## Task to carry out
Copy all of the data below without altering a single line.

## Material supplied
=-=-=

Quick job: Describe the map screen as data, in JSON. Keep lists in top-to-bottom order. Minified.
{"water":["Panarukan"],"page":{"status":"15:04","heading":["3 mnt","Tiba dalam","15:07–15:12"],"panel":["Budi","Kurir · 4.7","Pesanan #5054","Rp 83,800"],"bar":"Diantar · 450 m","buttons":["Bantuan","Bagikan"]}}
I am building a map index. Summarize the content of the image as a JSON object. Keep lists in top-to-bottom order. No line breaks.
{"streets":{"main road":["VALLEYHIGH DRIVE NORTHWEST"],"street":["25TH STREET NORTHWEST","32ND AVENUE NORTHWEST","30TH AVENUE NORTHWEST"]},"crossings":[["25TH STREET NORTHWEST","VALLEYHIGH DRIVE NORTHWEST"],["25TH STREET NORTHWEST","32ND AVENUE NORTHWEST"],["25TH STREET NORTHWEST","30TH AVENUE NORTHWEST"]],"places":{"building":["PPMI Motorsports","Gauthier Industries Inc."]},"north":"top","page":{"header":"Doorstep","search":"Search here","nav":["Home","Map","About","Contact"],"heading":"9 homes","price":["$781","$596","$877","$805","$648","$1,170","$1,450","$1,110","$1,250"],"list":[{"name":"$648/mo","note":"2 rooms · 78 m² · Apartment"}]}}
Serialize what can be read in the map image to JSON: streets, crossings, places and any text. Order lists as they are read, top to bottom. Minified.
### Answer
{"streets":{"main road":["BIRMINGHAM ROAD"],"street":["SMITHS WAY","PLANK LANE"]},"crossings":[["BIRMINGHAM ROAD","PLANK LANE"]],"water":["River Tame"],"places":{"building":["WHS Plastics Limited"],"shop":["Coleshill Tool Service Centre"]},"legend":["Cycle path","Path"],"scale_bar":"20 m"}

=-=-=

## The answer
Quick job: Describe the map screen as data, in JSON. Keep lists in top-to-bottom order. Minified.
{"water":["Panarukan"],"page":{"status":"15:04","heading":["3 mnt","Tiba dalam","15:07–15:12"],"panel":["Budi","Kurir · 4.7","Pesanan #5054","Rp 83,800"],"bar":"Diantar · 450 m","buttons":["Bantuan","Bagikan"]}}
I am building a map index. Summarize the content of the image as a JSON object. Keep lists in top-to-bottom order. No line breaks.
{"streets":{"main road":["VALLEYHIGH DRIVE NORTHWEST"],"street":["25TH STREET NORTHWEST","32ND AVENUE NORTHWEST","30TH AVENUE NORTHWEST"]},"crossings":[["25TH STREET NORTHWEST","VALLEYHIGH DRIVE NORTHWEST"],["25TH STREET NORTHWEST","32ND AVENUE NORTHWEST"],["25TH STREET NORTHWEST","30TH AVENUE NORTHWEST"]],"places":{"building":["PPMI Motorsports","Gauthier Industries Inc."]},"north":"top","page":{"header":"Doorstep","search":"Search here","nav":["Home","Map","About","Contact"],"heading":"9 homes","price":["$781","$596","$877","$805","$648","$1,170","$1,450","$1,110","$1,250"],"list":[{"name":"$648/mo","note":"2 rooms · 78 m² · Apartment"}]}}
Serialize what can be read in the map image to JSON: streets, crossings, places and any text. Order lists as they are read, top to bottom. Minified.
### Answer
{"streets":{"main road":["BIRMINGHAM ROAD"],"street":["SMITHS WAY","PLANK LANE"]},"crossings":[["BIRMINGHAM ROAD","PLANK LANE"]],"water":["River Tame"],"places":{"building":["WHS Plastics Limited"],"shop":["Coleshill Tool Service Centre"]},"legend":["Cycle path","Path"],"scale_bar":"20 m"}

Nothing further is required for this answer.